» **TO DO**: An exact copy of the entries below is the expected answer.

» **Stored data**:
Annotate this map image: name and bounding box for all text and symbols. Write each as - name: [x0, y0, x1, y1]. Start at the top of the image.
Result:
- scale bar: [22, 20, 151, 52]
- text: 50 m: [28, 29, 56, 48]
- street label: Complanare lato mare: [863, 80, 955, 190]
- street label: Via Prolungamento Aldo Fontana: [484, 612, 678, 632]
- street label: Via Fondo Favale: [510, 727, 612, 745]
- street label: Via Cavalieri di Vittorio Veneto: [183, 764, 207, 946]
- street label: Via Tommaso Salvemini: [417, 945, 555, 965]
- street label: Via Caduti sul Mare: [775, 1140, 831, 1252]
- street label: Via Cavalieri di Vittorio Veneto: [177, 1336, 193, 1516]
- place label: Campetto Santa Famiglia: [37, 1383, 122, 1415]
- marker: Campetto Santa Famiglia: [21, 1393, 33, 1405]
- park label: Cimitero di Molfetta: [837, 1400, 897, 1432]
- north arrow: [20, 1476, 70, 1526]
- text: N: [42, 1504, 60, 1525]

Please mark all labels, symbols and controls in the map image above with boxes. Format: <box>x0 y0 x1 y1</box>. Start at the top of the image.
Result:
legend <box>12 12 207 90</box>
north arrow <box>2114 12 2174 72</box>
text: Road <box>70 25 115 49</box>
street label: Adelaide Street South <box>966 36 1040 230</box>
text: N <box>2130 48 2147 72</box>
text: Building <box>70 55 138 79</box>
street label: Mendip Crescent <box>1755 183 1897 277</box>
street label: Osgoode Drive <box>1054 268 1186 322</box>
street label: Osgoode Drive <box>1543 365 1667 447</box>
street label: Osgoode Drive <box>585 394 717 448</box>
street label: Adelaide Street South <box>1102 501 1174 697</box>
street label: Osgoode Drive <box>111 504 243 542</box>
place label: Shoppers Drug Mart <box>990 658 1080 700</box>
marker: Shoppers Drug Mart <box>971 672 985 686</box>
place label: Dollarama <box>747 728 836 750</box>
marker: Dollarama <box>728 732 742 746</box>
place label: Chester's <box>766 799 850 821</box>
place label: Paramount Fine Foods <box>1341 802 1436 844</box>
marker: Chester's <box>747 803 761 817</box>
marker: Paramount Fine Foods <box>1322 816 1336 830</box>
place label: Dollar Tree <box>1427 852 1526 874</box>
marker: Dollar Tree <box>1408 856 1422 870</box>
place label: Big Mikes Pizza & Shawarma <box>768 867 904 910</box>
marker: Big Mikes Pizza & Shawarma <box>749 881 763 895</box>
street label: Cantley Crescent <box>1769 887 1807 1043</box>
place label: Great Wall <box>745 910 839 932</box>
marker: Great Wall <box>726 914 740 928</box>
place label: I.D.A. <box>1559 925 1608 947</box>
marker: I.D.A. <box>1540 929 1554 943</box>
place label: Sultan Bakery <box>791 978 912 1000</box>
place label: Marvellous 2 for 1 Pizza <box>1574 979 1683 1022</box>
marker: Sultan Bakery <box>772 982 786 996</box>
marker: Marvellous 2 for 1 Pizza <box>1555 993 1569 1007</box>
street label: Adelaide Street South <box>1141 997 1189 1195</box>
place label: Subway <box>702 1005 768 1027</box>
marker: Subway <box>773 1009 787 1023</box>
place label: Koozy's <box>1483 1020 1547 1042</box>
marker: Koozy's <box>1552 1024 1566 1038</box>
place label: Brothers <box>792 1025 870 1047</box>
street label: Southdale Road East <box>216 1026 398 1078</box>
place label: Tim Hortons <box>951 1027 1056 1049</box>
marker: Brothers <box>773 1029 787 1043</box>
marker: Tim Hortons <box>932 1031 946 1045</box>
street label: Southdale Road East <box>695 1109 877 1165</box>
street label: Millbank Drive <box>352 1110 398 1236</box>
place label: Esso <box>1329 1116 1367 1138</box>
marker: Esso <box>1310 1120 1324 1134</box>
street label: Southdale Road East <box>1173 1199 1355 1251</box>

» **ANSWER SECTION**:
Annotate this map image: name and bounding box for all text and symbols. Write each as - name: [x0, y0, x1, y1]. Start at the top of the image.
Result:
- scale bar: [22, 20, 151, 52]
- text: 50 m: [28, 29, 56, 48]
- street label: Complanare lato mare: [863, 80, 955, 190]
- street label: Via Prolungamento Aldo Fontana: [484, 612, 678, 632]
- street label: Via Fondo Favale: [510, 727, 612, 745]
- street label: Via Cavalieri di Vittorio Veneto: [183, 764, 207, 946]
- street label: Via Tommaso Salvemini: [417, 945, 555, 965]
- street label: Via Caduti sul Mare: [775, 1140, 831, 1252]
- street label: Via Cavalieri di Vittorio Veneto: [177, 1336, 193, 1516]
- place label: Campetto Santa Famiglia: [37, 1383, 122, 1415]
- marker: Campetto Santa Famiglia: [21, 1393, 33, 1405]
- park label: Cimitero di Molfetta: [837, 1400, 897, 1432]
- north arrow: [20, 1476, 70, 1526]
- text: N: [42, 1504, 60, 1525]

Please mark all labels, symbols and controls in the map image above with boxes. Format: <box>x0 y0 x1 y1</box>. Start at the top of the image.
Result:
legend <box>12 12 207 90</box>
north arrow <box>2114 12 2174 72</box>
text: Road <box>70 25 115 49</box>
street label: Adelaide Street South <box>966 36 1040 230</box>
text: N <box>2130 48 2147 72</box>
text: Building <box>70 55 138 79</box>
street label: Mendip Crescent <box>1755 183 1897 277</box>
street label: Osgoode Drive <box>1054 268 1186 322</box>
street label: Osgoode Drive <box>1543 365 1667 447</box>
street label: Osgoode Drive <box>585 394 717 448</box>
street label: Adelaide Street South <box>1102 501 1174 697</box>
street label: Osgoode Drive <box>111 504 243 542</box>
place label: Shoppers Drug Mart <box>990 658 1080 700</box>
marker: Shoppers Drug Mart <box>971 672 985 686</box>
place label: Dollarama <box>747 728 836 750</box>
marker: Dollarama <box>728 732 742 746</box>
place label: Chester's <box>766 799 850 821</box>
place label: Paramount Fine Foods <box>1341 802 1436 844</box>
marker: Chester's <box>747 803 761 817</box>
marker: Paramount Fine Foods <box>1322 816 1336 830</box>
place label: Dollar Tree <box>1427 852 1526 874</box>
marker: Dollar Tree <box>1408 856 1422 870</box>
place label: Big Mikes Pizza & Shawarma <box>768 867 904 910</box>
marker: Big Mikes Pizza & Shawarma <box>749 881 763 895</box>
street label: Cantley Crescent <box>1769 887 1807 1043</box>
place label: Great Wall <box>745 910 839 932</box>
marker: Great Wall <box>726 914 740 928</box>
place label: I.D.A. <box>1559 925 1608 947</box>
marker: I.D.A. <box>1540 929 1554 943</box>
place label: Sultan Bakery <box>791 978 912 1000</box>
place label: Marvellous 2 for 1 Pizza <box>1574 979 1683 1022</box>
marker: Sultan Bakery <box>772 982 786 996</box>
marker: Marvellous 2 for 1 Pizza <box>1555 993 1569 1007</box>
street label: Adelaide Street South <box>1141 997 1189 1195</box>
place label: Subway <box>702 1005 768 1027</box>
marker: Subway <box>773 1009 787 1023</box>
place label: Koozy's <box>1483 1020 1547 1042</box>
marker: Koozy's <box>1552 1024 1566 1038</box>
place label: Brothers <box>792 1025 870 1047</box>
street label: Southdale Road East <box>216 1026 398 1078</box>
place label: Tim Hortons <box>951 1027 1056 1049</box>
marker: Brothers <box>773 1029 787 1043</box>
marker: Tim Hortons <box>932 1031 946 1045</box>
street label: Southdale Road East <box>695 1109 877 1165</box>
street label: Millbank Drive <box>352 1110 398 1236</box>
place label: Esso <box>1329 1116 1367 1138</box>
marker: Esso <box>1310 1120 1324 1134</box>
street label: Southdale Road East <box>1173 1199 1355 1251</box>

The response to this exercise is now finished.